A través de su denominada cuarta plataforma, el operador azul quiere devolver a cada cliente lo que es suyo: los datos. Pese a que resulta paradójico que las personas hayan perdido sus datos en favor de terceros (empresas) que hacen negocios con ellos, al menos ahora se podrán controlar en parte.

Telefónica, en el marco del ‘Mobile World Congress’ de Barcelona ha querido explicar qué significa todo esto. Con esta denominada cuarta plataforma quiere que todos los datos que obtiene de sus clientes a través de servicios como la telefonía o el consumo de televisión, por ejemplo, quede gestionado por éstos. Ahora, si alguien se descarga Whatsapp y acepta las condiciones, les cede una gran cantidad de información personal con la que hace negocio sin que los usuarios puedan hacer nada. Lo que hará el operador es recabar esos datos, como ya hace, pero consultar con sus clientes si quieren que otras empresas tengan acceso a ellos. En caso afirmativo, el propio usuario puede verse beneficiado mediante mejores servicios de esa otra empresa, o algún tipo de remuneración económica por los datos.

¿Y qué saca Telefónica de todo esto?

Por el momento se desconoce qué implicación de negocio tiene para Telefónica. Fuentes de la compañía aseguran que por el momento no pueden aclarar qué sucederá con esas empresas que quieran acceder a los datos.

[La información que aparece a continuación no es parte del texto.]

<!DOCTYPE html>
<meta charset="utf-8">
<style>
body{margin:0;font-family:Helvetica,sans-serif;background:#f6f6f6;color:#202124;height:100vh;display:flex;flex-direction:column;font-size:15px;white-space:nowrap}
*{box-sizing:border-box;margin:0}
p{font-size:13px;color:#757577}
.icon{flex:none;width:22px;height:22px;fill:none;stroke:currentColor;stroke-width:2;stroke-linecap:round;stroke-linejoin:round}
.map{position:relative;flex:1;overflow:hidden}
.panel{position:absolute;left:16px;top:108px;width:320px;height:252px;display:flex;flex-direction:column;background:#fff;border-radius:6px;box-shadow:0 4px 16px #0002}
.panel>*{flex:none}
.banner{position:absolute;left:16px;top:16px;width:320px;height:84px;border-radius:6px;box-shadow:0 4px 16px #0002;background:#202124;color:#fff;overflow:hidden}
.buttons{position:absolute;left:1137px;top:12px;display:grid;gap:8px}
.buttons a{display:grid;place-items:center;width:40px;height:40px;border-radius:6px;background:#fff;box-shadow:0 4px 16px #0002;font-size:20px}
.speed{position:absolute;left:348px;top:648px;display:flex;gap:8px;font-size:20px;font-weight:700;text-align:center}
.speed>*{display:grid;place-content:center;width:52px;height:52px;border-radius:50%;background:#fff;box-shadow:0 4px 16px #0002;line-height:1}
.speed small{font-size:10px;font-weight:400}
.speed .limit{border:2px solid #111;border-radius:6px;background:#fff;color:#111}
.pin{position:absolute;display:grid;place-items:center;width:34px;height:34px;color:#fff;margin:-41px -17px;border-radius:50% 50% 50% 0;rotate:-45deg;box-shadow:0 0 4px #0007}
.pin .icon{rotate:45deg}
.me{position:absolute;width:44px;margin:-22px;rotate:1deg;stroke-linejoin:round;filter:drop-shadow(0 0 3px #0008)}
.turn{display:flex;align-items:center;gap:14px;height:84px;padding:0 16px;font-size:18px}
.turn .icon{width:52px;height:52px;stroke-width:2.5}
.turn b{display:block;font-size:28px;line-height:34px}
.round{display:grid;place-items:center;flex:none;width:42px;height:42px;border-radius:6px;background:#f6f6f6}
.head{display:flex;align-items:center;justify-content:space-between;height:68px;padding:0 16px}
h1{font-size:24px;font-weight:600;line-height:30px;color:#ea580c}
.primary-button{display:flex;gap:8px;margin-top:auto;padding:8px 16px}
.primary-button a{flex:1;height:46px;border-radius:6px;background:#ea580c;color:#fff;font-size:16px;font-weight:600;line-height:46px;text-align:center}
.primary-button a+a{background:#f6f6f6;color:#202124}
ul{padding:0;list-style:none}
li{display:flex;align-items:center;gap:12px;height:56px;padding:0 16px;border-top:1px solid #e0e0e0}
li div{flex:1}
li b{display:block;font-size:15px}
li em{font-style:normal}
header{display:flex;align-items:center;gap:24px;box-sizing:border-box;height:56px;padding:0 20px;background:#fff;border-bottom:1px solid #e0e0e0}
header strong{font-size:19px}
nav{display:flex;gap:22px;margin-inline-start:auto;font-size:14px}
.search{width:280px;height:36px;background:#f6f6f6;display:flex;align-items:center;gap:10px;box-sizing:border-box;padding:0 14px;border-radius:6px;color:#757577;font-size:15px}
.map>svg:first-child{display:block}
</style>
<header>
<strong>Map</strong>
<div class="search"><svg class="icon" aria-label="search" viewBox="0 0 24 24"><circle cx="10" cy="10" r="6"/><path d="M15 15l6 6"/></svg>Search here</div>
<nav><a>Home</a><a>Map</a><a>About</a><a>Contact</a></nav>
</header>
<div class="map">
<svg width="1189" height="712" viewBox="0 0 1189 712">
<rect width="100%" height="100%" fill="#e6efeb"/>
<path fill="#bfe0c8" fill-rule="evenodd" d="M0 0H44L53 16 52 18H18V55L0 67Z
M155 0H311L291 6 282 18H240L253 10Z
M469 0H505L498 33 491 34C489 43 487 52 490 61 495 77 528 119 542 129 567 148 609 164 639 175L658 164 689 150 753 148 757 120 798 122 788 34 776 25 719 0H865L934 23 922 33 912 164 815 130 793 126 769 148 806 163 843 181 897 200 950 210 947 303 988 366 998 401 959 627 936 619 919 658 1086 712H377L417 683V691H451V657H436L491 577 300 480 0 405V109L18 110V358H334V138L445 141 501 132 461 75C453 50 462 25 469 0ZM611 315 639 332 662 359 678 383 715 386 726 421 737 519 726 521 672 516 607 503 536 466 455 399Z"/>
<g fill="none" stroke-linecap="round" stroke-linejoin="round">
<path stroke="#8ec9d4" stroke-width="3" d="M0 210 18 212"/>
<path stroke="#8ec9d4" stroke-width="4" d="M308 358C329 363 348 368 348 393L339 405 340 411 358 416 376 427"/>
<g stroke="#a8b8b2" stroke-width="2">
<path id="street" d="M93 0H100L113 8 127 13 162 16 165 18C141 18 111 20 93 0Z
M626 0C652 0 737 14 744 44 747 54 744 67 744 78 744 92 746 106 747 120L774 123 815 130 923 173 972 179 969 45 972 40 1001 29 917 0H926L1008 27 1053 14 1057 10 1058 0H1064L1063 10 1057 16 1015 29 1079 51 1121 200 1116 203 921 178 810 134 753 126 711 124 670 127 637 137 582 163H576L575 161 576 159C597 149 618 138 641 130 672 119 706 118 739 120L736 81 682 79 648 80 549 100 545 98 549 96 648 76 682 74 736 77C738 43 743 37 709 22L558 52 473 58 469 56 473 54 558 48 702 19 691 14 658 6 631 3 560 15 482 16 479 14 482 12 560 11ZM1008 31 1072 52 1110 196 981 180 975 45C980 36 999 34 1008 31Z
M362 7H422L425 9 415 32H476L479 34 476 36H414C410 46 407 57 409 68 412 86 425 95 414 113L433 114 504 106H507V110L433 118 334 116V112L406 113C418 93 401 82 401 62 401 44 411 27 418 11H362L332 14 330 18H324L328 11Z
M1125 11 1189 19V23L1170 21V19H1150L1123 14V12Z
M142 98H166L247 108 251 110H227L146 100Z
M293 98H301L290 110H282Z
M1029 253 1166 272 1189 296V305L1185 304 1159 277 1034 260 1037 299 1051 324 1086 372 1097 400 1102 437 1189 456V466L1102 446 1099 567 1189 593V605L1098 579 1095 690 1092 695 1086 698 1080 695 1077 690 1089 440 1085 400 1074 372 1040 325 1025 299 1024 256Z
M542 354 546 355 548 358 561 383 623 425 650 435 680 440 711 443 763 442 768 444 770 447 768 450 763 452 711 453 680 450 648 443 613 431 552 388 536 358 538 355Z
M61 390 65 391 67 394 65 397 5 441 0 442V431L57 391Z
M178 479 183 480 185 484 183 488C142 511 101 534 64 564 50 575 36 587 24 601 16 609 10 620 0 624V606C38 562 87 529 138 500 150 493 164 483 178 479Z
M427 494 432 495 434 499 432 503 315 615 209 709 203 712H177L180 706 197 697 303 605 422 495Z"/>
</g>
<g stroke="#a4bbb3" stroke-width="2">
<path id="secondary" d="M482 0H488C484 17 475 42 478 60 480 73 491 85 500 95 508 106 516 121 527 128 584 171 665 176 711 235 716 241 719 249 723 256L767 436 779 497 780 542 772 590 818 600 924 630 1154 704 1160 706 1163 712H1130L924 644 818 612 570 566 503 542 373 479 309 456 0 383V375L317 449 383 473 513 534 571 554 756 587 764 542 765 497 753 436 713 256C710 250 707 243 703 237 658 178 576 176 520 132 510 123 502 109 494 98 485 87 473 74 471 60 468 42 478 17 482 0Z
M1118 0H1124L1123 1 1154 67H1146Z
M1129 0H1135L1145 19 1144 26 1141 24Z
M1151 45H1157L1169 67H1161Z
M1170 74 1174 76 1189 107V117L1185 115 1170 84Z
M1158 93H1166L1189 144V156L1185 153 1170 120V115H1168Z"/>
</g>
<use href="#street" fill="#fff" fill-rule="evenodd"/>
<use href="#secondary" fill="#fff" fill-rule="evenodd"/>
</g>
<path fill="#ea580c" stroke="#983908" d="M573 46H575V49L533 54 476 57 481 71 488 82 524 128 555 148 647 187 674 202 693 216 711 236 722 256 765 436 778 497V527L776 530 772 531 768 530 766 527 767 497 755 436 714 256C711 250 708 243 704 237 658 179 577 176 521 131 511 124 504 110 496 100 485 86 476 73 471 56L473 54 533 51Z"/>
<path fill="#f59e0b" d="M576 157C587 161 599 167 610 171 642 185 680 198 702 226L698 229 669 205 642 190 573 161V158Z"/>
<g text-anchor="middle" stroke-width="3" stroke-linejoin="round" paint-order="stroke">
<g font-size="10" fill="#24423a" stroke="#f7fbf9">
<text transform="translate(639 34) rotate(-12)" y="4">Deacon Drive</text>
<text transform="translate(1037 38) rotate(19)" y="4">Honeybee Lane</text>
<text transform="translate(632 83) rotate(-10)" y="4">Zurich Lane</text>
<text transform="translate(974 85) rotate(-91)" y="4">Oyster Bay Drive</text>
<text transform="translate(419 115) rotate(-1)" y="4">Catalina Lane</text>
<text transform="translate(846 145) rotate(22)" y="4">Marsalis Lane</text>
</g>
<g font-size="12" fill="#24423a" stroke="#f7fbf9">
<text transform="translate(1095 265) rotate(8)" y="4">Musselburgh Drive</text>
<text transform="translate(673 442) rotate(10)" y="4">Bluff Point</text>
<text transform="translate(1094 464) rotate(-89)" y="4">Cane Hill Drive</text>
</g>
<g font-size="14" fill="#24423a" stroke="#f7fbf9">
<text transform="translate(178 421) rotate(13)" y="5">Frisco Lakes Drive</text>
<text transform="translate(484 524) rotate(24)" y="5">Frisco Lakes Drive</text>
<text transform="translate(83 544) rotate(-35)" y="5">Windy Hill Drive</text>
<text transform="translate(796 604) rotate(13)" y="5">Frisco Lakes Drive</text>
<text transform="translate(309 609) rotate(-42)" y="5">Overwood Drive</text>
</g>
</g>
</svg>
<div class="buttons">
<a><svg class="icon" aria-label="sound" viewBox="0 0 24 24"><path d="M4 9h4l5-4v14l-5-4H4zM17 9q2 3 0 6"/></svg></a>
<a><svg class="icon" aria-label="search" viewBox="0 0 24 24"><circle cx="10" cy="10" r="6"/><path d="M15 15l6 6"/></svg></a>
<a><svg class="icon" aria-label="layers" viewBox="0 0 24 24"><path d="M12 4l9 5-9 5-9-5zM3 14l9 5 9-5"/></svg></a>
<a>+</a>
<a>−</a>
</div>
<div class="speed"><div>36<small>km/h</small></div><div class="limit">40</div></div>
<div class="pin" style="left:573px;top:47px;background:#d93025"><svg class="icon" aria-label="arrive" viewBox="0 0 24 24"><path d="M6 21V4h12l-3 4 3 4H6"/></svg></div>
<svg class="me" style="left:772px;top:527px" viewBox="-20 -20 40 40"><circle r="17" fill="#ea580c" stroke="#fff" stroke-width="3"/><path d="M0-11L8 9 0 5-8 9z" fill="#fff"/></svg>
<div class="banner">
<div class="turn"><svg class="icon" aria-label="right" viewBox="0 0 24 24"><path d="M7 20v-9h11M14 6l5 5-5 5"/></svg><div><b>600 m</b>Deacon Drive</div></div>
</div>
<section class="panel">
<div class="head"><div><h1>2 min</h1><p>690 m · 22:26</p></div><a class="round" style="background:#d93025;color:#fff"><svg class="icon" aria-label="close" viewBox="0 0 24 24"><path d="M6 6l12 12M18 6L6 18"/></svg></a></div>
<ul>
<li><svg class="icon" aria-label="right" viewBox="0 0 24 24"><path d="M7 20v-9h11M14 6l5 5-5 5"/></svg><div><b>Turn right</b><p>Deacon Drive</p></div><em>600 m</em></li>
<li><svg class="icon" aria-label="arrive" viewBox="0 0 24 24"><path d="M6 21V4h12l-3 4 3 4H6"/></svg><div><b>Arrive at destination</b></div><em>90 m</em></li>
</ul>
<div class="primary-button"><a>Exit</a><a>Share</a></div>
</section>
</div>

Se conoce los beneficios que se generarán para los usuarios, pero desde el operador no precisan si ellos también recibirán algún tipo de comisión en el intercambio de datos, o cómo sacarán adelante la inversión económica que cuesta levantar el proyecto.

Proyecto Aura al aparato

Y todo esto correrá a través de una innovadoras inteligencia artificial que han bautizado como Aura. Gracias a la aplicación de capacidades cognitivas, que será la base para un nuevo modelo de relación con sus clientes, los usuarios podrán gestionar su experiencia digital con la compañía, y, además, gestionarán sus datos personales como se ha explicado.

El proceso de transformación, según explican desde la compañía, comenzó hace varios años con la compleja tarea de simplificación, adaptación y digitalización integral del operador para dotar de inteligencia a las tres plataformas con las que ya contaba.

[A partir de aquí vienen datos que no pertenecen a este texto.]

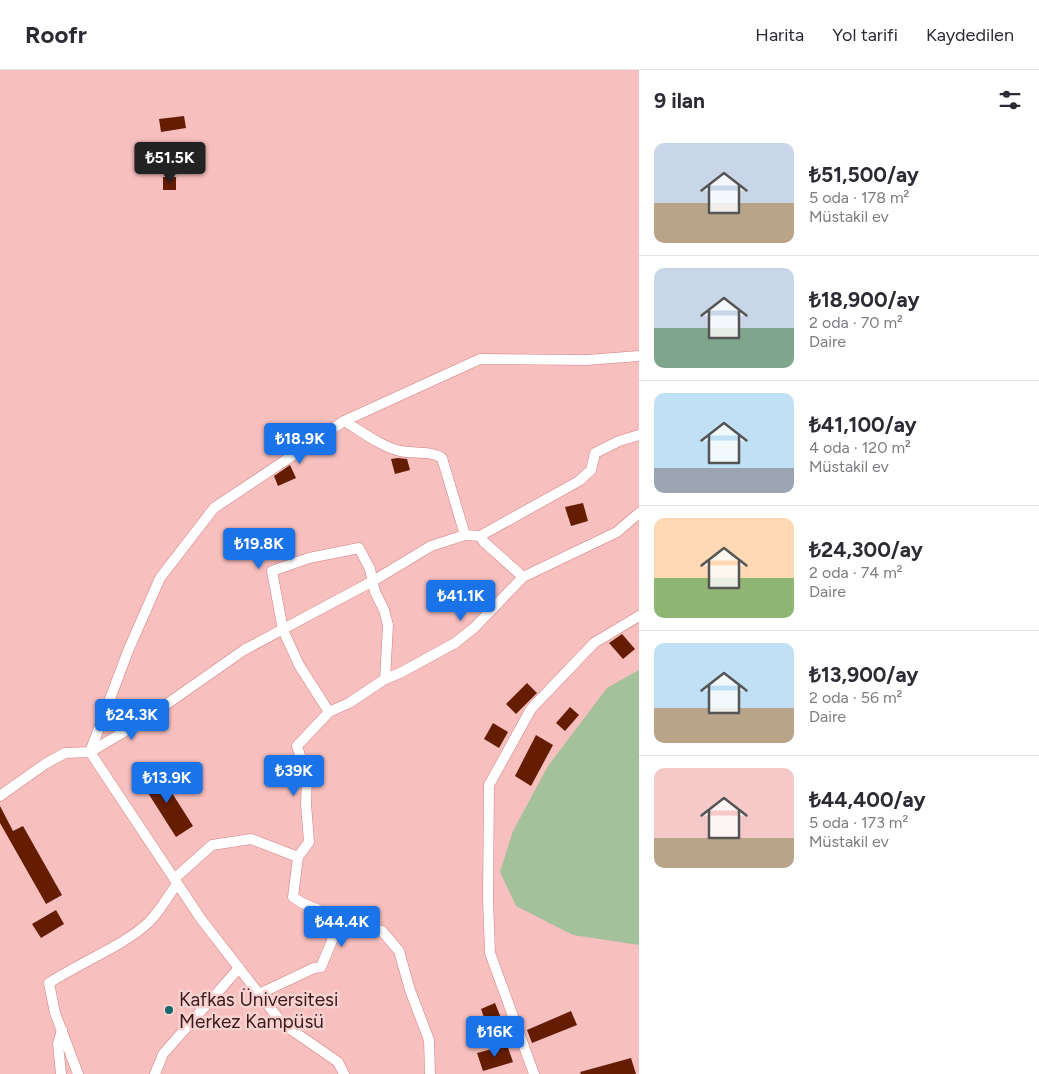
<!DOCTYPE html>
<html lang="tr">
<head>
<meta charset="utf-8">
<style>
	body { margin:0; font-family:Figtree,sans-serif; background:#f7f7f7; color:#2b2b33; height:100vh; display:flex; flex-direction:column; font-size:19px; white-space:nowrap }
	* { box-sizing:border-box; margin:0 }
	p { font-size:16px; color:#7c7c81 }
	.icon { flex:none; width:28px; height:28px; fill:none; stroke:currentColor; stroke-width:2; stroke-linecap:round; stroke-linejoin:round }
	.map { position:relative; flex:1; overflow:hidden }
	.side { display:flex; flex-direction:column; background:#fff; width:400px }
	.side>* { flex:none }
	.price { position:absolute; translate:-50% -42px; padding:0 11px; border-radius:5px; background:#1a73e8; color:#fff; font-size:16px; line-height:32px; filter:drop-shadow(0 1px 2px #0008) }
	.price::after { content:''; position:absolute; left:50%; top:30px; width:15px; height:11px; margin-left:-8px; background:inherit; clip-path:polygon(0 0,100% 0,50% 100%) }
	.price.selected { background:#222; color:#fff }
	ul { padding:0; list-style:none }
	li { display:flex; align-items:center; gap:15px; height:125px; padding:0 15px }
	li+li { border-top:1px solid #e1e1e2 }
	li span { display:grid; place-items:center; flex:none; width:140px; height:100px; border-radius:10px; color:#555 }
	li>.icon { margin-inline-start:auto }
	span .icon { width:60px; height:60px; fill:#fffc; stroke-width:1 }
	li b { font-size:21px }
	h2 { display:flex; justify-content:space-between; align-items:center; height:60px; padding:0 15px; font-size:21px }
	header { display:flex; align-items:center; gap:30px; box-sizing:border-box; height:70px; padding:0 25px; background:#fff; border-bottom:1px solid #e1e1e2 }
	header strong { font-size:24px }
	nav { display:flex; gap:28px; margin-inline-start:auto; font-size:18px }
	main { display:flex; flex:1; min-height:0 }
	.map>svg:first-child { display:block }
	.green { fill:#a3c19b }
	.building { fill:#641d01 }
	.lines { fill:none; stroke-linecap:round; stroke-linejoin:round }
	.minor-casing { stroke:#d57e80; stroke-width:11 }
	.minor { stroke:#fff; stroke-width:10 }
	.poi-dot { fill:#176669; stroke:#f8d1d1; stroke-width:2 }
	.labels { text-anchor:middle; stroke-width:5; stroke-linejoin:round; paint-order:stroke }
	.poi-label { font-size:19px; fill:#3b191a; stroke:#f8d1d1; text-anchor:start }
</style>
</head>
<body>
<header>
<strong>Roofr</strong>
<nav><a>Harita</a><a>Yol tarifi</a><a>Kaydedilen</a></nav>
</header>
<main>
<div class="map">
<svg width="639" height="1004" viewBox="0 0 639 1004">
	<rect width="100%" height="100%" fill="#f7bfbe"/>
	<polygon class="green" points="639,600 639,875 573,865 516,836 500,802 513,761 548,696 607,618"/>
	<g class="building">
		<polygon points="184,46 186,58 161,62 159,49"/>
		<rect x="163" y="107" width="13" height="13"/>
		<polygon points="398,388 407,389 410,400 395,404 391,389"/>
		<polygon points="290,395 296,408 278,416 274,406"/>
		<polygon points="583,433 588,451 571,456 565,437"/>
		<polygon points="289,469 294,482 279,487 274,474"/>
		<polygon points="622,564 635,579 623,589 609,573"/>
		<polygon points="527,613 537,623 516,644 506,634"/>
		<polygon points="570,637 579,645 565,661 556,653"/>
		<polygon points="493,653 508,662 499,678 484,669"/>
		<polygon points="536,665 553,675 531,716 515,706"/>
		<polygon points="158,701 193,756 176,767 141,712"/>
		<polygon points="0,736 13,761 23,756 62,825 46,834 0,753"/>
		<polygon points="56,840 64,854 41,868 32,854"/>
		<polygon points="495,933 501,948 486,953 481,939"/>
		<polygon points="571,941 577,955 532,973 527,960"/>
		<polygon points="507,975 513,992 483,1001 477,983"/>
		<polygon points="631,988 636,1004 581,1004 580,1002"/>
	</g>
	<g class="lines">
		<g class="minor-casing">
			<g id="minor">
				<path d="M344 351C361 361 380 376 400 381 414 384 429 380 442 388L465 465"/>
				<polyline points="480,466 484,472 523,507"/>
				<polyline points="329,642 299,595 283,560 272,501 309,488 359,478 370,499 375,522 384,540 388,555 385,609"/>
				<polyline points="0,726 45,694 65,683 90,682 144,650 244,580 373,511 431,476 465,465 480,466 579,411 591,400 595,383 619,371 639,365"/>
				<polyline points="174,809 212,775 251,769 298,787"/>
				<polyline points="259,924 314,898 321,897 341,849"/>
				<polyline points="61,1004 58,974 62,960"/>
				<path d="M78 1004 55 943 49 913C79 893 125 875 149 852 160 841 168 826 177 814"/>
				<polyline points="155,1004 163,984 239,898"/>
				<polyline points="344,1004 338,992 283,954 259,924 201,849 90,682 128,581 160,508 214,438 344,351 480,289 587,290 639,286"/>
				<polyline points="430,1004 429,970 410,920 399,881 382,861 341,849 302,833 293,827 298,787 309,772 306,734 307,707 297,676 329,642 349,633 385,609 400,603 455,573 475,557 523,507 617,462 639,443"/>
				<polyline points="534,1004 490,883 488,830 489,715 531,639 594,573 639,546"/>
			</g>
		</g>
		<use href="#minor" class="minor"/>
	</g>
	<circle class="poi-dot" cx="169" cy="940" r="5"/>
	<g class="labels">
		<g class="poi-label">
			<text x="179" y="936">Kafkas Üniversitesi<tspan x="179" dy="22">Merkez Kampüsü</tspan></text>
		</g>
	</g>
</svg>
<b class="price selected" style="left:170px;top:114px">₺51.5K</b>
<b class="price" style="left:300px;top:395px">₺18.9K</b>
<b class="price" style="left:259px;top:500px">₺19.8K</b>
<b class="price" style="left:461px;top:552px">₺41.1K</b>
<b class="price" style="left:132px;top:671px">₺24.3K</b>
<b class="price" style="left:294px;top:727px">₺39K</b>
<b class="price" style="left:167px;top:734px">₺13.9K</b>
<b class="price" style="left:342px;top:878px">₺44.4K</b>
<b class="price" style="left:495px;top:988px">₺16K</b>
</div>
<section class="side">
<h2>9 ilan<svg class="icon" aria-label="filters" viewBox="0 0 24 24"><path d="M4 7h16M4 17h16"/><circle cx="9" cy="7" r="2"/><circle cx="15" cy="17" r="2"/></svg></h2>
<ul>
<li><span style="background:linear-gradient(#c9d6e8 60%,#b9a48a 0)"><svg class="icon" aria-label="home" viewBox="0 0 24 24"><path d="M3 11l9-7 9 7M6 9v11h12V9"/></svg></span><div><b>₺51,500/ay</b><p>5 oda · 178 m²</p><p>Müstakil ev</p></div></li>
<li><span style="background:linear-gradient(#c9d6e8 60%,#7fa58c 0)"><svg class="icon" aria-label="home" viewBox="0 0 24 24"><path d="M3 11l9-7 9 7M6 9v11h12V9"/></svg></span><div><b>₺18,900/ay</b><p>2 oda · 70 m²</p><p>Daire</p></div></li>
<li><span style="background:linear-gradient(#bfe0f5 75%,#9aa5b1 0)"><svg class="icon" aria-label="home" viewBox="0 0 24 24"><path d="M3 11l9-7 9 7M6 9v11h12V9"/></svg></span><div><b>₺41,100/ay</b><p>4 oda · 120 m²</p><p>Müstakil ev</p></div></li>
<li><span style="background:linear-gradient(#ffd9b3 60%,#8fb573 0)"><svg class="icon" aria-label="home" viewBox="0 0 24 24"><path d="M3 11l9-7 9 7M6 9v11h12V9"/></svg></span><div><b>₺24,300/ay</b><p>2 oda · 74 m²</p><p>Daire</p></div></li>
<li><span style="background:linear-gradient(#bfe0f5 65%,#b9a48a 0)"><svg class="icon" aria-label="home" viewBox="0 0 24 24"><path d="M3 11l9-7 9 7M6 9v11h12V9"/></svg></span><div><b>₺13,900/ay</b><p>2 oda · 56 m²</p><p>Daire</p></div></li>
<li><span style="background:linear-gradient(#f6c9c9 70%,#b9a48a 0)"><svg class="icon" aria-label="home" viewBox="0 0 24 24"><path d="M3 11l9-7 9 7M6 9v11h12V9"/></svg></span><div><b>₺44,400/ay</b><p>5 oda · 173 m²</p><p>Müstakil ev</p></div></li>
</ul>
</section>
</main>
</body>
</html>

A este proceso Telefónica ha destinado una inversión de aproximadamente 48.000 millones de euros desde 2012, tanto en el despliegue de redes y otras infraestructuras de última generación como en la integración de todos sus sistemas IT o el desarrollo de nuevos productos y servicios digitales.

¿Y dónde queda la privacidad?

Partiendo de los principios sobre privacidad de los clientes en su relación con Telefónica, se les proveerá de seguridad, transparencia y control sobre los datos. Aura ofrecerá simplicidad en la gestión de los mismos. Un ejemplo de esta simplicidad, como ha mostrado el operador durante la presentación, es la función de Timeline, con la que el usuario podrá conocer los datos que se van generando al utilizar los productos y servicios de la compañía, de forma visual y siguiendo una lógica cronológica e intuitiva.

De este modo, Aura será también la puerta de entrada a nuevas propuestas, donde el usuario decidirá si quiere o no compartir con terceros parte del conocimiento generado a partir de sus datos para enriquecer, así, sus experiencias digitales.